No coração das Filipinas, entre as cidades de Angono e Binangonan, encontra-se um lugar de extraordinária importância histórica e cultural: os Petroglyphs de Angono. Este site, que abriga inscrições rupestres datadas provavelmente do Neolítico, é considerado a forma de arte mais antiga conhecida no país. Com um total de 127 figuras humanas e animais esculpidas em uma parede rochosa, os petroglyphs oferecem uma janela única para a vida e as crenças de nossos antepassados, refletindo símbolos de cura e magia simpática.

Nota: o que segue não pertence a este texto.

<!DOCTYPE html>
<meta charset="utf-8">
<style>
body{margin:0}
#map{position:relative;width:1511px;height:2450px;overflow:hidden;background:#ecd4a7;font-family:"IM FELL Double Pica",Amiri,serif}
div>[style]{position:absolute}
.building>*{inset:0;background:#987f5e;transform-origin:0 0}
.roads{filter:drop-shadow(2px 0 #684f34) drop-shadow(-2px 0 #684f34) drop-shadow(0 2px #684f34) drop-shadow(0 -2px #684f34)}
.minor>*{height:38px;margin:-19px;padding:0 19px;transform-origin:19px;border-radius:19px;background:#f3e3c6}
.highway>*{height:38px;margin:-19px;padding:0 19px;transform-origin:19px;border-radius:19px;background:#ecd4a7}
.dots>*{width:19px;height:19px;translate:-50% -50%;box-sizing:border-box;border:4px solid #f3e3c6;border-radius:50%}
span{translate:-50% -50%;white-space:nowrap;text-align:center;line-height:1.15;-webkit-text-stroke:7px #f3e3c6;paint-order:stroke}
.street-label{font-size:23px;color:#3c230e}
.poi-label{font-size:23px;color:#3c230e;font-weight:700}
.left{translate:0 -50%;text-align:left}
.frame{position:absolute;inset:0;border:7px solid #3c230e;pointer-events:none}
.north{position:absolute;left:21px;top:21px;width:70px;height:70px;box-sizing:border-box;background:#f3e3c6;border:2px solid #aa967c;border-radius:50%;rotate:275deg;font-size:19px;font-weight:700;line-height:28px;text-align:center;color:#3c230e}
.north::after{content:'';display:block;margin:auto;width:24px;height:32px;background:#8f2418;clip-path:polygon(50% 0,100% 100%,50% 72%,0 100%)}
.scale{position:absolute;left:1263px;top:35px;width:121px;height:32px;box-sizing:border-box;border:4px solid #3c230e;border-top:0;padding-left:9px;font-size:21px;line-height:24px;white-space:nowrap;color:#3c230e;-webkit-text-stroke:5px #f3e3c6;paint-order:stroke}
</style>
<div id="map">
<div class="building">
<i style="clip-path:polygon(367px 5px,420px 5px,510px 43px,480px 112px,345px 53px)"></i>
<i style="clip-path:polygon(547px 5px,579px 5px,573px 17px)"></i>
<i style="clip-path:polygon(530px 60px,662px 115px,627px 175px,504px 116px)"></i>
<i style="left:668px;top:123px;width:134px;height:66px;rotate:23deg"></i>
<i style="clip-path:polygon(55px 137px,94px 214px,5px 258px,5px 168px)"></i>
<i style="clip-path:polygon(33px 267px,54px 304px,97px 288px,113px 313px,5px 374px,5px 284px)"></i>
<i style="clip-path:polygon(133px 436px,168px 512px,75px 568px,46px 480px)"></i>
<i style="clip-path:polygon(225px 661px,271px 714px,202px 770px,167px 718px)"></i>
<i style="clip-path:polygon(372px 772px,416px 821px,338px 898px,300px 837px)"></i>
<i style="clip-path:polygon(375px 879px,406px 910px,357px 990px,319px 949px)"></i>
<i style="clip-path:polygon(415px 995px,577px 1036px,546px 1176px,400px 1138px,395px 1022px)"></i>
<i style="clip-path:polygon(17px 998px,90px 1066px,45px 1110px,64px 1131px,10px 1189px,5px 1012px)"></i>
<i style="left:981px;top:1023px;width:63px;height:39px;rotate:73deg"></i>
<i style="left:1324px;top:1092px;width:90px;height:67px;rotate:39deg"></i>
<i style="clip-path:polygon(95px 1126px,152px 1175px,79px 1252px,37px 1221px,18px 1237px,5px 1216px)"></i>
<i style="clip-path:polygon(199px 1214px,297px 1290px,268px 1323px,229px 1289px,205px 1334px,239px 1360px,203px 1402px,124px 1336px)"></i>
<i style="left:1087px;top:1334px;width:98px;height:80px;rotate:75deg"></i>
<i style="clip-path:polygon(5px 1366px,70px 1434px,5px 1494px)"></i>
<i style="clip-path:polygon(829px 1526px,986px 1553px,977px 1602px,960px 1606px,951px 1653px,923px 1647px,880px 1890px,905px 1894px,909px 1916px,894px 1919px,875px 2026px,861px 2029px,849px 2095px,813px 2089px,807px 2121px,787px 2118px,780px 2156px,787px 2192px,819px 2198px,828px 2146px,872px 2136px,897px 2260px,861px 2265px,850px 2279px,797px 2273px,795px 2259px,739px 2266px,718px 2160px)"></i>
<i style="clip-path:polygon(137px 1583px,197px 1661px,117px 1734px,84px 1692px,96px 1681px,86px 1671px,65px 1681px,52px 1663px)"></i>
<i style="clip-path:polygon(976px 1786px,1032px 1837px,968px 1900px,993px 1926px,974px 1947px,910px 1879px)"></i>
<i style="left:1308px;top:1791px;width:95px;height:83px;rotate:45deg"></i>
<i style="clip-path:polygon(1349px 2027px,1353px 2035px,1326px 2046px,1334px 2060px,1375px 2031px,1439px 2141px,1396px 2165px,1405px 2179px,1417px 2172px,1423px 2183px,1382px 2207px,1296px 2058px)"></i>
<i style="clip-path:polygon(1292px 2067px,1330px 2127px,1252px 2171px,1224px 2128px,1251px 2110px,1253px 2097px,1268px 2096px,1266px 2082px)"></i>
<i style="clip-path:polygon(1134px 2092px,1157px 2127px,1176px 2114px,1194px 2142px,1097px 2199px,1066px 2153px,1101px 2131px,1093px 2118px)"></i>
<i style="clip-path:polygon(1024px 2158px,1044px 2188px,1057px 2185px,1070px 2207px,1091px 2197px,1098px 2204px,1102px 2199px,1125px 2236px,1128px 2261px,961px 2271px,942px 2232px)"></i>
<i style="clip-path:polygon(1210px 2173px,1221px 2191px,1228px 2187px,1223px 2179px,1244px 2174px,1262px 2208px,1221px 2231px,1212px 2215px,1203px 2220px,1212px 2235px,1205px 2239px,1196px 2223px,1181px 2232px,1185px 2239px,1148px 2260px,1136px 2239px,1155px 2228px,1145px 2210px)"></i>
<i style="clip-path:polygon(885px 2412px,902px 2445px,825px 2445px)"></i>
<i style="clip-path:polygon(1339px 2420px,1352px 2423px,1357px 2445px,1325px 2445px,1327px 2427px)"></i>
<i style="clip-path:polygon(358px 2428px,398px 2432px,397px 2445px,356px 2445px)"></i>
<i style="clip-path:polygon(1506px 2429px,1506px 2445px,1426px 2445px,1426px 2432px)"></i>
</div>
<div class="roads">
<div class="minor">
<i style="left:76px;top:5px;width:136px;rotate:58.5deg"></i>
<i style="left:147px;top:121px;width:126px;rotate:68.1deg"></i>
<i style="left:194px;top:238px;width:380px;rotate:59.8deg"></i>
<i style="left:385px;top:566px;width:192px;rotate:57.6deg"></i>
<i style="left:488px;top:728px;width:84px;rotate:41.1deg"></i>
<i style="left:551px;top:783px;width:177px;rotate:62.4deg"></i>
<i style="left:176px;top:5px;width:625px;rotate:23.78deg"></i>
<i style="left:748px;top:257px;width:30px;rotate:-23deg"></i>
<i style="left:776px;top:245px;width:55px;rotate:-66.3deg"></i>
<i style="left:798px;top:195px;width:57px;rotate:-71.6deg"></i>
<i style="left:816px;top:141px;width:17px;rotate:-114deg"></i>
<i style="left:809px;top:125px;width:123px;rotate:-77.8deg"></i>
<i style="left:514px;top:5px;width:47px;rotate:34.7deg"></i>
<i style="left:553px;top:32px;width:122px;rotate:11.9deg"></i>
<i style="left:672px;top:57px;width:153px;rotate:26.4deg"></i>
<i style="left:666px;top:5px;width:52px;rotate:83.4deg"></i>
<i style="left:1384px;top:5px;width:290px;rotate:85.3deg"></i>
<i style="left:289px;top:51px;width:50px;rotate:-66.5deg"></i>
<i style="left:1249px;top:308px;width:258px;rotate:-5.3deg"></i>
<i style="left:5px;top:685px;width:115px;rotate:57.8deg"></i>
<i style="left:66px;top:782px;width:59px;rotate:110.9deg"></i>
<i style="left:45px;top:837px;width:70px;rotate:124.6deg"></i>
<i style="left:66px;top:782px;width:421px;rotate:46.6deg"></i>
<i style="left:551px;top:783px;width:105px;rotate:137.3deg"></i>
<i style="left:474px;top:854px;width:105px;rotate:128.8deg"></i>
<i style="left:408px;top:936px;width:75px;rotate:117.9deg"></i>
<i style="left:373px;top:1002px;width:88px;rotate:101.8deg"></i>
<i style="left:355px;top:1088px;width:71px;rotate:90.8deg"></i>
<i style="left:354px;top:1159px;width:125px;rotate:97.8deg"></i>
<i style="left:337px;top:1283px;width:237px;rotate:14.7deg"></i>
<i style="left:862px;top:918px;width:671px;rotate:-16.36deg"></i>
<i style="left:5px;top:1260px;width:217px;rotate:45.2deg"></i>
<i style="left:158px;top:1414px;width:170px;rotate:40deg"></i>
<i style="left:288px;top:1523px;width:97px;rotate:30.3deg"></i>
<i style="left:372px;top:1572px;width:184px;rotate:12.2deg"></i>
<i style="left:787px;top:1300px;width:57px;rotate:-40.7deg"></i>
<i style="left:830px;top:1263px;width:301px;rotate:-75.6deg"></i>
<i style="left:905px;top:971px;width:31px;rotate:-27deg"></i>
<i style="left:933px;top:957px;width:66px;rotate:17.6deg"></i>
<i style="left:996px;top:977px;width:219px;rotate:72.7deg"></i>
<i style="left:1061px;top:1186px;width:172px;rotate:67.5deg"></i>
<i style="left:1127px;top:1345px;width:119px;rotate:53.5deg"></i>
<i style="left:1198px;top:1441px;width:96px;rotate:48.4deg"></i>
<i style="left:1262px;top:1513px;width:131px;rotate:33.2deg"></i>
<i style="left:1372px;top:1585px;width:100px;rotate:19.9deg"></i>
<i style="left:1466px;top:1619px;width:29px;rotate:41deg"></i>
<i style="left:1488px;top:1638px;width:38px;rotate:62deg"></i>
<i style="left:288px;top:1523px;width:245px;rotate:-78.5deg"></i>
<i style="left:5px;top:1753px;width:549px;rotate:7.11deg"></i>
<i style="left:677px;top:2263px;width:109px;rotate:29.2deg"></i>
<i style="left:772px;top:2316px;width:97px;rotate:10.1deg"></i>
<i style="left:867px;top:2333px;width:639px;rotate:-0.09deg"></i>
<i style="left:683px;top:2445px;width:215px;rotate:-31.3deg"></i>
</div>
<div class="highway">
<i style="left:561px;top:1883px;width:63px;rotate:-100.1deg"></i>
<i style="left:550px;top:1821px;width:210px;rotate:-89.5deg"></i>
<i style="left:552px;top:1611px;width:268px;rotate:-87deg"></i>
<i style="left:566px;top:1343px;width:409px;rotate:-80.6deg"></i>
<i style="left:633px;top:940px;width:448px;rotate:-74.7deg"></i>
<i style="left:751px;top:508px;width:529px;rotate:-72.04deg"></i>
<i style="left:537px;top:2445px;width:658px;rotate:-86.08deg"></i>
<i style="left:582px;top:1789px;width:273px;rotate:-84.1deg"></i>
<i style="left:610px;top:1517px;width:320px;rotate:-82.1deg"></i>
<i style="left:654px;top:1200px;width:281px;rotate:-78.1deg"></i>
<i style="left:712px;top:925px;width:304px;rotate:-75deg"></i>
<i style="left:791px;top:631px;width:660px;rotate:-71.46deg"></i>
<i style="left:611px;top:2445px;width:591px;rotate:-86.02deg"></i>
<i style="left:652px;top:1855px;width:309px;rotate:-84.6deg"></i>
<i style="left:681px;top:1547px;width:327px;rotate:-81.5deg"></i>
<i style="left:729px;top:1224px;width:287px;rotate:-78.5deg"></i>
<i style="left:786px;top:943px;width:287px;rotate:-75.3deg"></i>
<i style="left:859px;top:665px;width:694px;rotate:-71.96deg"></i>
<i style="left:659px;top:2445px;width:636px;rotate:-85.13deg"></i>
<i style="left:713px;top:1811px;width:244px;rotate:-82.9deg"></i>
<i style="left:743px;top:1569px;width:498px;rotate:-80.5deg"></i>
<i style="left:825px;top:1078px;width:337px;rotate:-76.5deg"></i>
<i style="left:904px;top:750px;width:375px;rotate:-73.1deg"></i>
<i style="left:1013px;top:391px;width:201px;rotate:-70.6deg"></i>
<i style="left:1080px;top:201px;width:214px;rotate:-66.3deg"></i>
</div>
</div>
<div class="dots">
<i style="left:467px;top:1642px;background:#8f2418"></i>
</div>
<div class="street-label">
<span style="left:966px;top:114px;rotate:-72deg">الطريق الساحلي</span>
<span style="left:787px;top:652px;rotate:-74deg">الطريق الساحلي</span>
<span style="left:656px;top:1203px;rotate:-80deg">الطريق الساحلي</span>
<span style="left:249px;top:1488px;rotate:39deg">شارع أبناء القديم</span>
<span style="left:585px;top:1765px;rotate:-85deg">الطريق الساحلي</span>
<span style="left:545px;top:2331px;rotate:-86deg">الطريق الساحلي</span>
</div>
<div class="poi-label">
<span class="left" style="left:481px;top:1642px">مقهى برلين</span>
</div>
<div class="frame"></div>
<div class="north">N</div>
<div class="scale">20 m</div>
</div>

Reconhecidos como um Tesouro Cultural Nacional pelo Museu Nacional das Filipinas em 1973, os Petroglyphs de Angono não apenas representam um importante patrimônio histórico, mas também fazem parte da lista de sites candidatos ao Patrimônio Mundial da UNESCO. Sua localização, a poucos passos da urbanização de Metro Manila, os torna acessíveis a quem deseja explorar o passado fascinante deste arquipélago.
História e origens
Os Petroglyphs de Angono foram descobertos em 1965 graças a um campo de escoteiros liderado pelo famoso artista nacional das Filipinas, Carlos V. Francisco. As inscrições, que datam de um período anterior a 2000 a.C., mostram figuras estilizadas de seres humanos, rãs e lagartos, o que indica que seus criadores tinham uma profunda conexão com a natureza e suas criaturas. Embora a erosão tenha tornado algumas figuras indistinguíveis, o site mantém um charme atemporal para arqueólogos e historiadores.

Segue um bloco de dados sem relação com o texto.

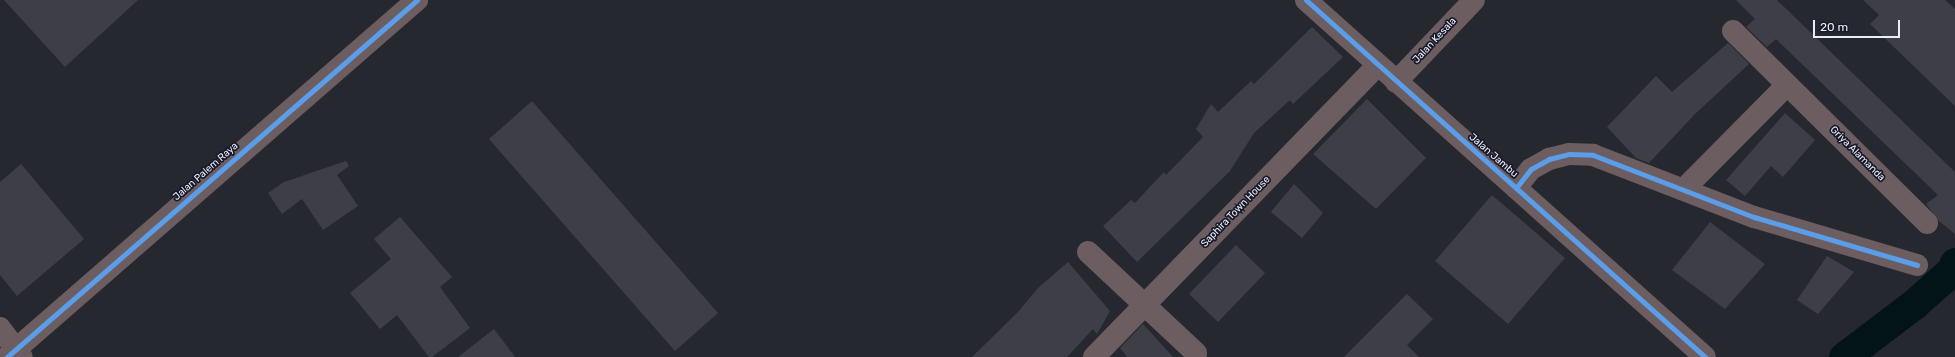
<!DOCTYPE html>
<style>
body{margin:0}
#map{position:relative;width:1955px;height:357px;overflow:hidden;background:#262830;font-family:Rubik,sans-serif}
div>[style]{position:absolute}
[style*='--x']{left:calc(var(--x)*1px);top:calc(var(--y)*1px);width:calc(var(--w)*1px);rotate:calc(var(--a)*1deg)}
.canal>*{height:31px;margin:-15.5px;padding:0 15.5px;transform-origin:15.5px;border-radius:15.5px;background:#031419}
.building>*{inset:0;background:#3e3f46}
.street>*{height:22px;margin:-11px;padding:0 11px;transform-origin:11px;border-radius:11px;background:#6b5d60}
.cycleway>*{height:5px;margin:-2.5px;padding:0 2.5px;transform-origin:2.5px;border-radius:2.5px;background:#5a9eea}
span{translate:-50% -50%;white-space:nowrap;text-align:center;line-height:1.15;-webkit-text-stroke:3.5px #181a2a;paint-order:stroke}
.street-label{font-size:10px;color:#ebedf9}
.scale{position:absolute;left:1813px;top:20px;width:87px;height:18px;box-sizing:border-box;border:2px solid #ebedf9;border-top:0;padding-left:5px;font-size:12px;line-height:14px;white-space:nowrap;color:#ebedf9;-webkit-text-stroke:3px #181a2a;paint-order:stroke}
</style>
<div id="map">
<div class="canal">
<div style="--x:1844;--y:357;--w:88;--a:-37.1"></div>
<div style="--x:1914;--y:304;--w:50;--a:-41.7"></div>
<div style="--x:1951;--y:271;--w:9;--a:-63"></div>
</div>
<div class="building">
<div style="clip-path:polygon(4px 0,138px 0,65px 67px)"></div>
<div style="clip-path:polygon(1736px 0,1777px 0,1955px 172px,1955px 234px,1939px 221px,1926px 204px,1938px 195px,1776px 39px,1767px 47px,1746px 27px,1755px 19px)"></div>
<div style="clip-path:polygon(1863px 0,1945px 0,1955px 9px,1955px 106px,1870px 24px,1879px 15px)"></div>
<div style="clip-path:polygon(1312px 27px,1343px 57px,1293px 104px,1290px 100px,1254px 133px,1230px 171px,1137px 262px,1103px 226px,1131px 200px,1135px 203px,1164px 172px,1166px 175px,1203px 137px,1196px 129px,1211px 104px,1218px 112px,1251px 81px,1254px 84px)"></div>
<div style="clip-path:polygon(1728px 43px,1749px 64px,1695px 114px,1649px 163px,1636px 158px,1607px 127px,1656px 76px,1672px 92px)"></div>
<div style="clip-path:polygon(1367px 99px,1426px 158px,1376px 209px,1313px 154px)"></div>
<div style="clip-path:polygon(532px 101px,718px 313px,675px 351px,489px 139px)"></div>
<div style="clip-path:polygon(1785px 113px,1815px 140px,1783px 177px,1771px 166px,1745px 196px,1726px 180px)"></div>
<div style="clip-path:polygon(346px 161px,349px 166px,337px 175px,358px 206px,323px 230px,302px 199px,282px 214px,268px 193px,284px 182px)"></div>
<div style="clip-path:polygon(21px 164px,84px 239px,17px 296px,0 275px,0 182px)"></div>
<div style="clip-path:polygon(1294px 184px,1323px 213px,1302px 238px,1271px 212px)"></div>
<div style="clip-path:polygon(1492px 195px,1565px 258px,1508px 324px,1435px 261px)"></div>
<div style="clip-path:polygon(400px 217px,452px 277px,440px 287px,470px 328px,432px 357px,429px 357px,397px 315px,380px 329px,350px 293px,391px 259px,374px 239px)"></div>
<div style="clip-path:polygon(1710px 222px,1765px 264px,1725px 309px,1672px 270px)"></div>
<div style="clip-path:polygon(1236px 245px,1265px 273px,1218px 322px,1189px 294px)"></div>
<div style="clip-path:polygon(1827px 256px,1854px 272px,1818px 314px,1797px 300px)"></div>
<div style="clip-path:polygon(1068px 262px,1110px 311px,1097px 334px,1093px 329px,1067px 357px,972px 357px,1018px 312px,1038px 288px)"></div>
<div style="clip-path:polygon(1407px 294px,1433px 319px,1407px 345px,1419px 357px,1344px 357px)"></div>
<div style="clip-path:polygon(1143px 324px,1173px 357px,1127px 357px,1120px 348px)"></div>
<div style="clip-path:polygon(494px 329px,515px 357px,458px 357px)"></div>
</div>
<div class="street">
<div style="--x:1306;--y:0;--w:535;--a:41.82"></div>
<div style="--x:1733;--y:31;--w:273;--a:44.7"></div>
<div style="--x:1396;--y:82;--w:113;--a:-46.4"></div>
<div style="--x:1516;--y:188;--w:24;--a:-52"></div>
<div style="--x:1531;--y:169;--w:21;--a:-29"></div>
<div style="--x:1549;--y:159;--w:21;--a:-14"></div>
<div style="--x:1569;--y:154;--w:24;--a:2"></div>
<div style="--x:1593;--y:155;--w:173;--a:21.1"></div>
<div style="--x:1754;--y:217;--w:170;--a:16.4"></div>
<div style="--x:1684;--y:189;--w:146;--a:-45.3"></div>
<div style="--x:1088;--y:252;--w:148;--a:43.1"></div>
<div style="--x:0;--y:328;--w:36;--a:53"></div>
<div style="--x:7;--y:357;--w:544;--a:-41.05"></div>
<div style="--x:1094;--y:357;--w:406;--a:-45.8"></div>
</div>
<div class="cycleway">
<div style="--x:1306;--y:0;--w:535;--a:41.82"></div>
<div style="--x:1516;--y:188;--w:24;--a:-52"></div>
<div style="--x:1531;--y:169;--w:21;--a:-29"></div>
<div style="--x:1549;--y:159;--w:21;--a:-14"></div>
<div style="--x:1569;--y:154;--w:24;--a:2"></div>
<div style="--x:1593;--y:155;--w:173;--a:21.1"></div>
<div style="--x:1754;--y:217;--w:170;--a:16.4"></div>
<div style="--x:7;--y:357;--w:544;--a:-41.05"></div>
</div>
<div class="street-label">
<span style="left:1435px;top:41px;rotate:-47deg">Jalan Kesala</span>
<span style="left:1857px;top:154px;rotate:45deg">Griya Alamanda</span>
<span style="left:1493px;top:156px;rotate:41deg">Jalan Jambu</span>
<span style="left:206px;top:172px;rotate:-41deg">Jalan Palem Raya</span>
<span style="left:1236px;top:212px;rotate:-46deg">Saphira Town House</span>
</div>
<div class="scale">20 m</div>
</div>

A descoberta desses petroglyphs despertou um renovado interesse pela cultura pré-colonial das Filipinas, revelando práticas artísticas e espirituais que precedem a chegada dos europeus. Esses antigos sinais não são apenas obras de arte, mas também documentos históricos que falam de uma sociedade que atribuía significados profundos a símbolos e formas.